◆ Prompt ◆
Leaving out the pictures, return each line of the entries from the first through the line with "position:absolute; display:grid; place-items:center;", and only those lines.

◆ Collected data entries ◆

******************************

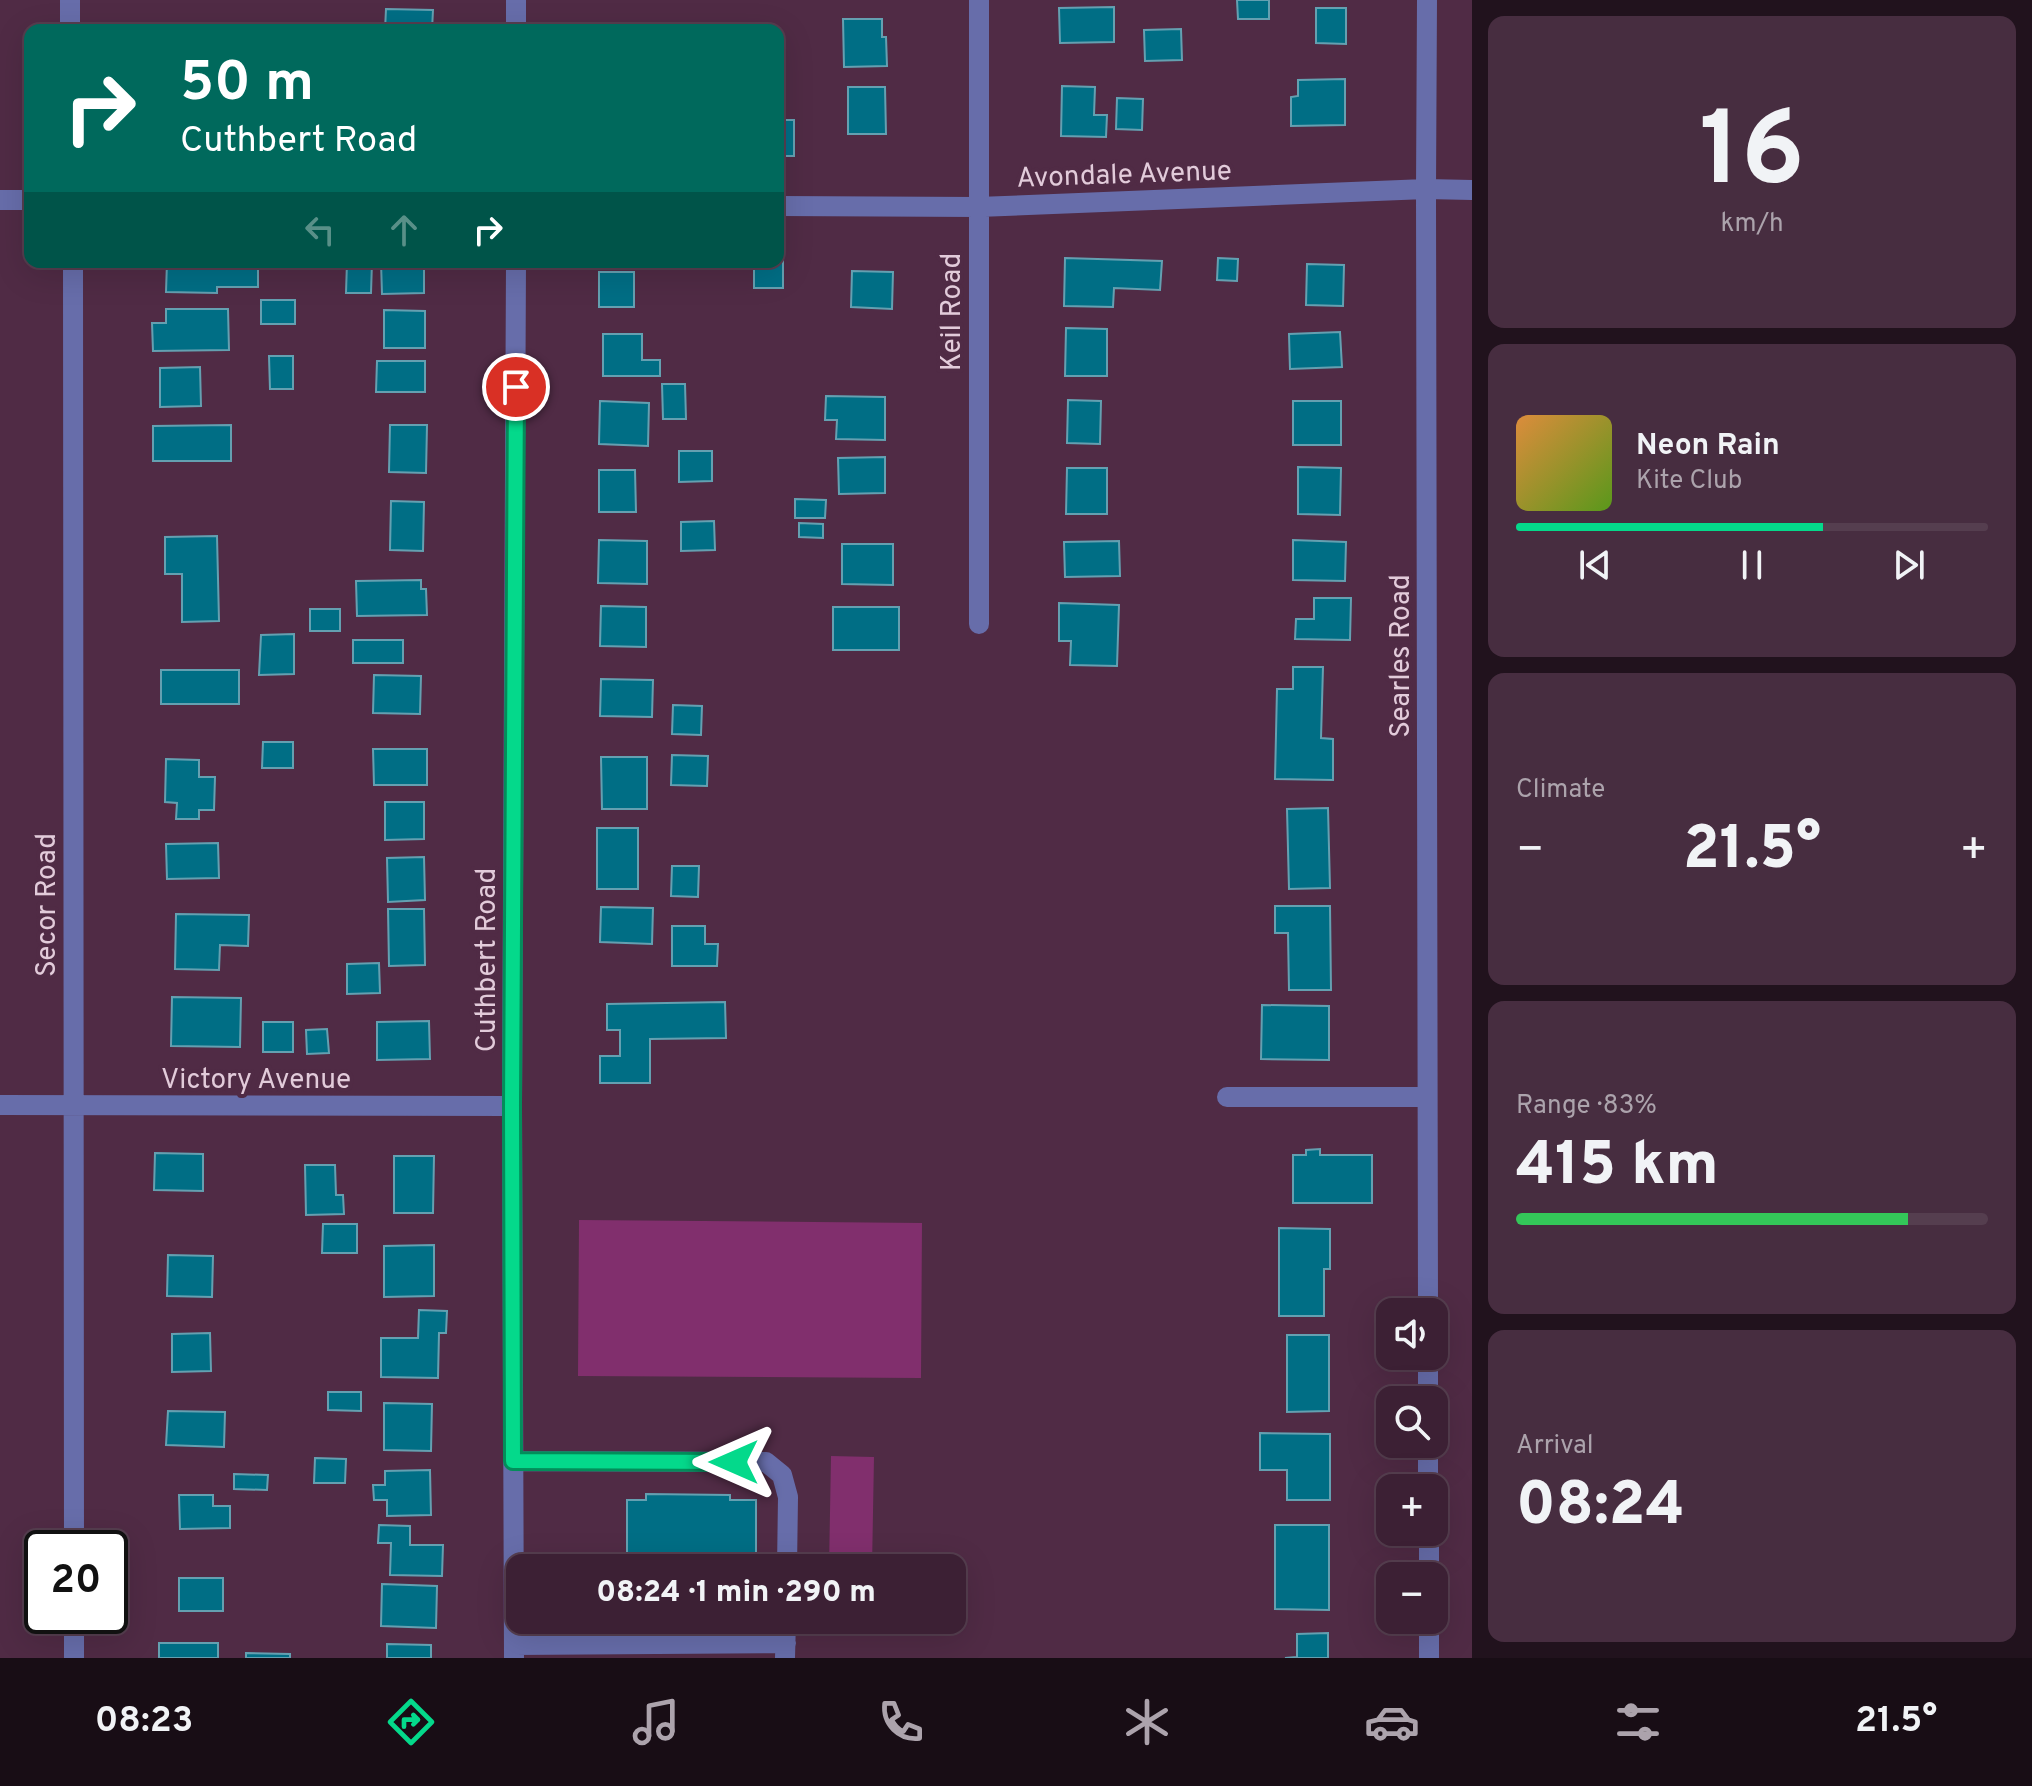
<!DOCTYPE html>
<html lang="en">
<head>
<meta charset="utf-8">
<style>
	body { margin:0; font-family:Overpass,sans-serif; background:#472d40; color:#f1f3f6; height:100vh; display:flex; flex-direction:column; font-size:30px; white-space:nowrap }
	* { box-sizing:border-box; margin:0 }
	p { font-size:26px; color:#aca3ac }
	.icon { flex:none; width:44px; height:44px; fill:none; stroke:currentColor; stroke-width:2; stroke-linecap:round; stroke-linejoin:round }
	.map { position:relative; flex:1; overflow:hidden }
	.side { display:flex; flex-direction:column; gap:16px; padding:16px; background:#21121d; width:560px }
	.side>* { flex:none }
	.guide { position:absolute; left:24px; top:24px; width:760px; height:244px; border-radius:16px; box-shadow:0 8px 32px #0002,0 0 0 2px #553e4f; background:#00695c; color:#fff; overflow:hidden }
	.tools { position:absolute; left:1376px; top:1298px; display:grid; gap:16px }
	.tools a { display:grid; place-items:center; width:72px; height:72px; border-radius:16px; background:#3c2034; box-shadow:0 8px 32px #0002,0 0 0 2px #553e4f; font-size:40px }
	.speed { position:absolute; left:24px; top:1530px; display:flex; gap:16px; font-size:40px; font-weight:700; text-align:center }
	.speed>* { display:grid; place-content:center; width:104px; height:104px; border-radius:50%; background:#3c2034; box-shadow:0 8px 32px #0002,0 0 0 2px #553e4f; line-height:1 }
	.speed .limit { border:4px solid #111; border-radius:12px; background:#fff; color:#111 }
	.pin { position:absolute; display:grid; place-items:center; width:68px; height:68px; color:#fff; margin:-34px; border:4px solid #fff; border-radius:50%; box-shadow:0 2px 8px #0007 }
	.me { position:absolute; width:88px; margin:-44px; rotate:270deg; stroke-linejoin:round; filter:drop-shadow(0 0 6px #0008) }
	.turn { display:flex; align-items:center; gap:28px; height:168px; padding:0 24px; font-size:36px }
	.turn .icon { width:104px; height:104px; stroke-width:2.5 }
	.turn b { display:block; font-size:56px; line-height:68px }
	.lanes { display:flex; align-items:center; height:76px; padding:0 24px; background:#0003; justify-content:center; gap:40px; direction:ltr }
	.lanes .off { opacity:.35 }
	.big { font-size:60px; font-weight:800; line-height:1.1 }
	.side .tile { flex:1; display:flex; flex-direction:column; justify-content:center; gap:12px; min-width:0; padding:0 28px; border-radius:16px; background:#472d40 }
	.side .dial { align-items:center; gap:0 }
	.dial b { font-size:104px; line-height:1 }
	.song { display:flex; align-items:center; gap:24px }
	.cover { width:96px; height:96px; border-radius:12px; background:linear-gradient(135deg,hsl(30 70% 55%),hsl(90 70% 35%)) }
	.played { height:8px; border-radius:4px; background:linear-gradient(90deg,#04d98b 65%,#553e4f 65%) }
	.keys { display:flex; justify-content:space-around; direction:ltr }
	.heat { display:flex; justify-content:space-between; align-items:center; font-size:44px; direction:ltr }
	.charge { height:12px; border-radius:6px; background:linear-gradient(90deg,#34c759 83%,#553e4f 0) }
	.trip { position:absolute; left:506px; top:1554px; width:460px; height:80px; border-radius:16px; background:#3c2034; box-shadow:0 8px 32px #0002,0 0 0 2px #553e4f; font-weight:800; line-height:80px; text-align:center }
	.menu { display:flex; height:128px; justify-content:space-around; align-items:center; background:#180d15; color:#aca3ac }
	.menu .icon { width:56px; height:56px }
	.menu .active { color:#04d98b }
	.menu b { font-size:36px; color:#f1f3f6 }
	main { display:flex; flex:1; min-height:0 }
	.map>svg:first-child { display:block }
</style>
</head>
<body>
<main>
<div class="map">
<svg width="1472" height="1658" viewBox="0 0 1472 1658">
	<rect width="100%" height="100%" fill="#502b45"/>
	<path fill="#812f6d" d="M 579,1220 L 922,1223 L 921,1378 L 578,1376 Z
		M 831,1456 L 874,1457 L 872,1568 L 829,1568 Z"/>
	<path fill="#006e85" stroke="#64a0b1" stroke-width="2" d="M 1237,0 L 1269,0 L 1269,19 L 1238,19 Z
		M 1114,7 L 1114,42 L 1060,43 L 1059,8 Z
		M 1316,8 L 1346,8 L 1346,44 L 1316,43 Z
		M 386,9 L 433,10 L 432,30 L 385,30 Z
		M 843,19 L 882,19 L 882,37 L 886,37 L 887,66 L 844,67 Z
		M 1181,29 L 1182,60 L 1145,61 L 1144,30 Z
		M 1345,79 L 1345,125 L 1291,126 L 1291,97 L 1298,96 L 1298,80 Z
		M 1062,86 L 1095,87 L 1094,115 L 1107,115 L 1106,137 L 1061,136 Z
		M 848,87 L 885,87 L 886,134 L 848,134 Z
		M 1117,98 L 1143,99 L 1142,130 L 1116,129 Z
		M 778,120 L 794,120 L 794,156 L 778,156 Z
		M 778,256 L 783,256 L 783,288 L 754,288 L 754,262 L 778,262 Z
		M 1065,258 L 1162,261 L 1160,290 L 1114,288 L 1113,307 L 1064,306 Z
		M 1218,258 L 1238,259 L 1237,281 L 1217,280 Z
		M 167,262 L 258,262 L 258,287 L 217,287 L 217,293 L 166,292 Z
		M 347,262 L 372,262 L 371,293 L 346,293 Z
		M 381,262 L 424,262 L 424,293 L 382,294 Z
		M 1307,264 L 1344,265 L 1343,306 L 1306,305 Z
		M 852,271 L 893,272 L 892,309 L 851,307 Z
		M 599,272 L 634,272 L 634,307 L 599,307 Z
		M 261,300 L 295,300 L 295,324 L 261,324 Z
		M 166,309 L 228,309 L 229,350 L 153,351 L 152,323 L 166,323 Z
		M 384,310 L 425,311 L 425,348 L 384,348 Z
		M 1066,328 L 1107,329 L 1107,376 L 1065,376 Z
		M 1340,332 L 1342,367 L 1290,369 L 1289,334 Z
		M 603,334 L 642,334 L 642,360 L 660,360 L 660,376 L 603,376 Z
		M 269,356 L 293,356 L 293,389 L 270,389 Z
		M 377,361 L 425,361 L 425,392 L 376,392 Z
		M 200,367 L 201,406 L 160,407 L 160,368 Z
		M 662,384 L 685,384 L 686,419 L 663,419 Z
		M 826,396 L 885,397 L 885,440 L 836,439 L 837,420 L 825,420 Z
		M 1068,400 L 1101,401 L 1100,444 L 1067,443 Z
		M 600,401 L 649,403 L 648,446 L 599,444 Z
		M 1293,401 L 1341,401 L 1341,445 L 1293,445 Z
		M 231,425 L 231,461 L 153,461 L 153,426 Z
		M 390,425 L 427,425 L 426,473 L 389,472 Z
		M 679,451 L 712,451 L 712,481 L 679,482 Z
		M 885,457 L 885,493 L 839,494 L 838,458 Z
		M 1298,467 L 1341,468 L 1340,515 L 1298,514 Z
		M 1067,468 L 1107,468 L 1107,514 L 1066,514 Z
		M 599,470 L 635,470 L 636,512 L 599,512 Z
		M 795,499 L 826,500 L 825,518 L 795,518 Z
		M 391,501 L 424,502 L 423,551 L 390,550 Z
		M 714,521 L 715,550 L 681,551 L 681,522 Z
		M 799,523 L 823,524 L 823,538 L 799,537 Z
		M 217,536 L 219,621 L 182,622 L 182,574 L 165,574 L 165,537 Z
		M 599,540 L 647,541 L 647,584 L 598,583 Z
		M 1293,540 L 1346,542 L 1345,581 L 1293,580 Z
		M 1119,541 L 1120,576 L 1065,577 L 1064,542 Z
		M 842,544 L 893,544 L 893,585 L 842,584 Z
		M 421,580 L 421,589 L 426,589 L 427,615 L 357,616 L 356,581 Z
		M 1314,598 L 1351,598 L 1350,640 L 1295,639 L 1296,619 L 1314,619 Z
		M 1059,603 L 1119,605 L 1117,666 L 1070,665 L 1071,641 L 1059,641 Z
		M 601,606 L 646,607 L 646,647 L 600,646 Z
		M 833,607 L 899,607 L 899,650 L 833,650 Z
		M 310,609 L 340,609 L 340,631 L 310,631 Z
		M 294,634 L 294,674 L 259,675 L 261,635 Z
		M 353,640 L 403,640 L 403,663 L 353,663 Z
		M 1293,667 L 1323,667 L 1321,738 L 1333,739 L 1333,780 L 1275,779 L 1277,689 L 1293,689 Z
		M 161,670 L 239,670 L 239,704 L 161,704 Z
		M 374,675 L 421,676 L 420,714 L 373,713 Z
		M 601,679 L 653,680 L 652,717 L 600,716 Z
		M 673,705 L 702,706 L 701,735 L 672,734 Z
		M 263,742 L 293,742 L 293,768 L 262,768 Z
		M 373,749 L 427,749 L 427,785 L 374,785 Z
		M 672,755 L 708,756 L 707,786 L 671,785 Z
		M 601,757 L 647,757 L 647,809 L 602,809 Z
		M 166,759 L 199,760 L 199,777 L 215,777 L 214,810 L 199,810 L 199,819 L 176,819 L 177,803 L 165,802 Z
		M 385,802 L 424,802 L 424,839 L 385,840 Z
		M 1328,808 L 1330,888 L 1289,889 L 1287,809 Z
		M 597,828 L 638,828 L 638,889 L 597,889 Z
		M 218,843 L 219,878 L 167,879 L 166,844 Z
		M 424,857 L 425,900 L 388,902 L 387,858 Z
		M 672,866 L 699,866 L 698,897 L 671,896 Z
		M 1275,906 L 1330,906 L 1331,990 L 1289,990 L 1288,933 L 1275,933 Z
		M 601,907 L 653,908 L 652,944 L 600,942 Z
		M 388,909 L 424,909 L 425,965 L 389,966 Z
		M 176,914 L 249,915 L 248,946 L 220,945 L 219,970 L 175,969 Z
		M 672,926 L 705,926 L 705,944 L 718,944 L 717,966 L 672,966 Z
		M 379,963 L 380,993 L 347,994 L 347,964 Z
		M 172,997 L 241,998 L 240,1047 L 171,1046 Z
		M 725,1002 L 726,1038 L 650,1039 L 650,1083 L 600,1083 L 600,1056 L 620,1056 L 620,1030 L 607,1030 L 607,1004 Z
		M 1262,1005 L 1329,1006 L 1329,1060 L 1261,1059 Z
		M 429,1021 L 430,1059 L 377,1060 L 377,1022 Z
		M 263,1022 L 293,1022 L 293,1052 L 263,1052 Z
		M 327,1029 L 329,1053 L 307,1054 L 306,1030 Z
		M 1320,1149 L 1320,1155 L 1372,1155 L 1372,1203 L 1293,1203 L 1293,1155 L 1306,1155 L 1306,1150 Z
		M 155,1153 L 203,1154 L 203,1191 L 154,1190 Z
		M 394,1156 L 434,1156 L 433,1213 L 394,1213 Z
		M 305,1165 L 335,1165 L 336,1195 L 343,1195 L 344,1214 L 306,1215 Z
		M 323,1224 L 357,1224 L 357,1253 L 322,1253 Z
		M 1279,1228 L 1330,1229 L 1330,1269 L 1324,1269 L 1324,1316 L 1279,1316 Z
		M 434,1245 L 434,1296 L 384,1297 L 384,1246 Z
		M 168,1255 L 213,1256 L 212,1297 L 167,1296 Z
		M 419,1310 L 447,1311 L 446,1333 L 439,1333 L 438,1378 L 381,1377 L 381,1338 L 418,1338 Z
		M 210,1333 L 211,1371 L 172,1372 L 172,1334 Z
		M 1287,1335 L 1329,1335 L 1329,1411 L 1287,1412 Z
		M 328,1392 L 361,1392 L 361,1411 L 328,1410 Z
		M 384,1403 L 432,1404 L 431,1451 L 384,1450 Z
		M 168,1411 L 225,1412 L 224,1447 L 166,1445 Z
		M 1260,1433 L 1330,1434 L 1330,1500 L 1287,1500 L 1287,1470 L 1260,1470 Z
		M 315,1458 L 346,1459 L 345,1483 L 314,1483 Z
		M 430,1470 L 431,1515 L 387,1516 L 387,1500 L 374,1500 L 373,1485 L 385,1485 L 385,1471 Z
		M 234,1474 L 268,1475 L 267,1490 L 234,1489 Z
		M 646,1494 L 730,1495 L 730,1500 L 756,1500 L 756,1568 L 627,1568 L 627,1500 L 646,1500 Z
		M 179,1495 L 213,1495 L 213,1506 L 230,1506 L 230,1528 L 180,1529 Z
		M 379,1525 L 410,1526 L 410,1545 L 443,1545 L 442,1576 L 390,1575 L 391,1543 L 378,1543 Z
		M 1275,1525 L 1329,1525 L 1329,1610 L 1275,1609 Z
		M 179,1578 L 223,1578 L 223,1611 L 179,1611 Z
		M 382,1584 L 437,1586 L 436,1628 L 381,1626 Z
		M 1328,1633 L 1328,1658 L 1285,1658 L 1297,1657 L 1297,1634 Z
		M 159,1643 L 218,1643 L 218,1658 L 159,1658 Z
		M 387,1644 L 431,1645 L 431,1658 L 387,1658 Z
		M 246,1653 L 290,1654 L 290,1658 L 246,1658 Z"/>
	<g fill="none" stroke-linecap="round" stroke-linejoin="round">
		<path stroke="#676daa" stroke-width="20" d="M 70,0 L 70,30
			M 516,0 L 516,30
			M 1427,0 L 1426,189 L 1428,1312
			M 0,200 L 30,200
			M 778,206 L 978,207 L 1426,189 L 1472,190
			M 73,262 L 74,1548
			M 979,624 L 979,0
			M 1227,1097 L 1427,1097
			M 0,1105 L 512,1106
			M 1428,1356 L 1428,1400
			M 1428,1444 L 1428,1488
			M 513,1461 L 766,1462 L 782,1475 L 788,1497 L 787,1568
			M 1429,1532 L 1429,1576
			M 74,1616 L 74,1658
			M 1429,1620 L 1429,1658
			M 514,1645 L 786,1643
			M 514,1658 L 512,1106 L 516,262
			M 785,1658 L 786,1620"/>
	</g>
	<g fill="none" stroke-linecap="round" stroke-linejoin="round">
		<g stroke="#038d5a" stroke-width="20">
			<path id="route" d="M 516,387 L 512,1106 L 513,1461 L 734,1462"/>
		</g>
		<use href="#route" stroke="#04d98b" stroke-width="14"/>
	</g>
	<g text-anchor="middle" stroke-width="8" stroke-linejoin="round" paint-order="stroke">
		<g font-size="28" fill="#e2cbda" stroke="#502b45">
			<text transform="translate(1124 173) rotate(-2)" y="10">Avondale Avenue</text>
			<text transform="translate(950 312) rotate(-90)" y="10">Keil Road</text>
			<text transform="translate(1399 656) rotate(-90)" y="10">Searles Road</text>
			<text transform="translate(45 905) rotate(-90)" y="10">Secor Road</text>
			<text transform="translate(485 960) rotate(-90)" y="10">Cuthbert Road</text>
			<text x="256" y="1088">Victory Avenue</text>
		</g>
	</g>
</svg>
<div class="tools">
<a><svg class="icon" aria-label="sound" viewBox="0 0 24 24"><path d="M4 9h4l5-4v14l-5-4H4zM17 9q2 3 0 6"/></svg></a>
<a><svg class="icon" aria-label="search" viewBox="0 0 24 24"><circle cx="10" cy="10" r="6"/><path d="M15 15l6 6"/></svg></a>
<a>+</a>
<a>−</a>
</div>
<div class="speed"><div class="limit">20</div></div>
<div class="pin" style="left:516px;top:387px;background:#d93025"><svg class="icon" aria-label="arrive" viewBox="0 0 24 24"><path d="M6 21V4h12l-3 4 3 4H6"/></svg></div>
<svg class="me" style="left:734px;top:1462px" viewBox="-20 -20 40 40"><path d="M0-17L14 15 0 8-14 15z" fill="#04d98b" stroke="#fff" stroke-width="4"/></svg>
<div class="trip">08:24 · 1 min · 290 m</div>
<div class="guide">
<div class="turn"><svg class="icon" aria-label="right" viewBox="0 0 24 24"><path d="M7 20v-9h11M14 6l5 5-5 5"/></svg><div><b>50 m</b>Cuthbert Road</div></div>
<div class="lanes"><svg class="icon off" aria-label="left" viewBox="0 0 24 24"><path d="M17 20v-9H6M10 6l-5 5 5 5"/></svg><svg class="icon off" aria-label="ahead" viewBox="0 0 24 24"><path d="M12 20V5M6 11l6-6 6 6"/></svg><svg class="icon" aria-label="right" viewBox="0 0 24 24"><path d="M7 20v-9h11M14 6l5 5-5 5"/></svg></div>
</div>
</div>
<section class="side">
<div class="tile dial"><b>16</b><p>km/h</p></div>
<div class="tile">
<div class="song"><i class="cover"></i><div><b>Neon Rain</b><p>Kite Club</p></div></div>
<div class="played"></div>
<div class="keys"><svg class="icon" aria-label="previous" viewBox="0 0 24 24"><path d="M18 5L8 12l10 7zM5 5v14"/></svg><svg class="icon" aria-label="pause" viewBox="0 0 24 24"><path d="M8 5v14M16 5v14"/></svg><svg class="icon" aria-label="next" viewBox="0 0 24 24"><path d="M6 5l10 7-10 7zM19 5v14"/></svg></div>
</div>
<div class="tile"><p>Climate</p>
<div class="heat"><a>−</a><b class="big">21.5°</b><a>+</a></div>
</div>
<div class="tile"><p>Range · 83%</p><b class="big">415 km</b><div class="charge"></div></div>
<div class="tile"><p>Arrival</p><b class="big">08:24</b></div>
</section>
</main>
<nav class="menu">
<b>08:23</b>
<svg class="icon active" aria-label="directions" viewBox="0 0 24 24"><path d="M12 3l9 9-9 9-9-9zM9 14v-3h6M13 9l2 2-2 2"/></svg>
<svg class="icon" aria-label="music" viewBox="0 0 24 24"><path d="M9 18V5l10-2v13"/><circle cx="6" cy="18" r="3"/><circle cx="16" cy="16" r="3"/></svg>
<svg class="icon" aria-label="phone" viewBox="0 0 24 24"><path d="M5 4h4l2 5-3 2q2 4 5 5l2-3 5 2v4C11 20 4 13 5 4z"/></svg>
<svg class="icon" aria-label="climate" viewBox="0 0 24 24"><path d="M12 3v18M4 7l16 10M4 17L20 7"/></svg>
<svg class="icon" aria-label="car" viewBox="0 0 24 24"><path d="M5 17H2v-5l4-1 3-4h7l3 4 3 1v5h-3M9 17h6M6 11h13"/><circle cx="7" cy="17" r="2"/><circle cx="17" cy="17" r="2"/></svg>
<svg class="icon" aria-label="filters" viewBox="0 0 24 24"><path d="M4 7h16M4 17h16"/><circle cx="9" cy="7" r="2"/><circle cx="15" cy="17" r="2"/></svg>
<b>21.5°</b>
</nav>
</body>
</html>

******************************

◆ Answer area ◆
<!DOCTYPE html>
<html lang="en">
<head>
<meta charset="utf-8">
<style>
	body { margin:0; font-family:Overpass,sans-serif; background:#472d40; color:#f1f3f6; height:100vh; display:flex; flex-direction:column; font-size:30px; white-space:nowrap }
	* { box-sizing:border-box; margin:0 }
	p { font-size:26px; color:#aca3ac }
	.icon { flex:none; width:44px; height:44px; fill:none; stroke:currentColor; stroke-width:2; stroke-linecap:round; stroke-linejoin:round }
	.map { position:relative; flex:1; overflow:hidden }
	.side { display:flex; flex-direction:column; gap:16px; padding:16px; background:#21121d; width:560px }
	.side>* { flex:none }
	.guide { position:absolute; left:24px; top:24px; width:760px; height:244px; border-radius:16px; box-shadow:0 8px 32px #0002,0 0 0 2px #553e4f; background:#00695c; color:#fff; overflow:hidden }
	.tools { position:absolute; left:1376px; top:1298px; display:grid; gap:16px }
	.tools a { display:grid; place-items:center; width:72px; height:72px; border-radius:16px; background:#3c2034; box-shadow:0 8px 32px #0002,0 0 0 2px #553e4f; font-size:40px }
	.speed { position:absolute; left:24px; top:1530px; display:flex; gap:16px; font-size:40px; font-weight:700; text-align:center }
	.speed>* { display:grid; place-content:center; width:104px; height:104px; border-radius:50%; background:#3c2034; box-shadow:0 8px 32px #0002,0 0 0 2px #553e4f; line-height:1 }
	.speed .limit { border:4px solid #111; border-radius:12px; background:#fff; color:#111 }
	.pin { position:absolute; display:grid; place-items:center; width:68px; height:68px; color:#fff; margin:-34px; border:4px solid #fff; border-radius:50%; box-shadow:0 2px 8px #0007 }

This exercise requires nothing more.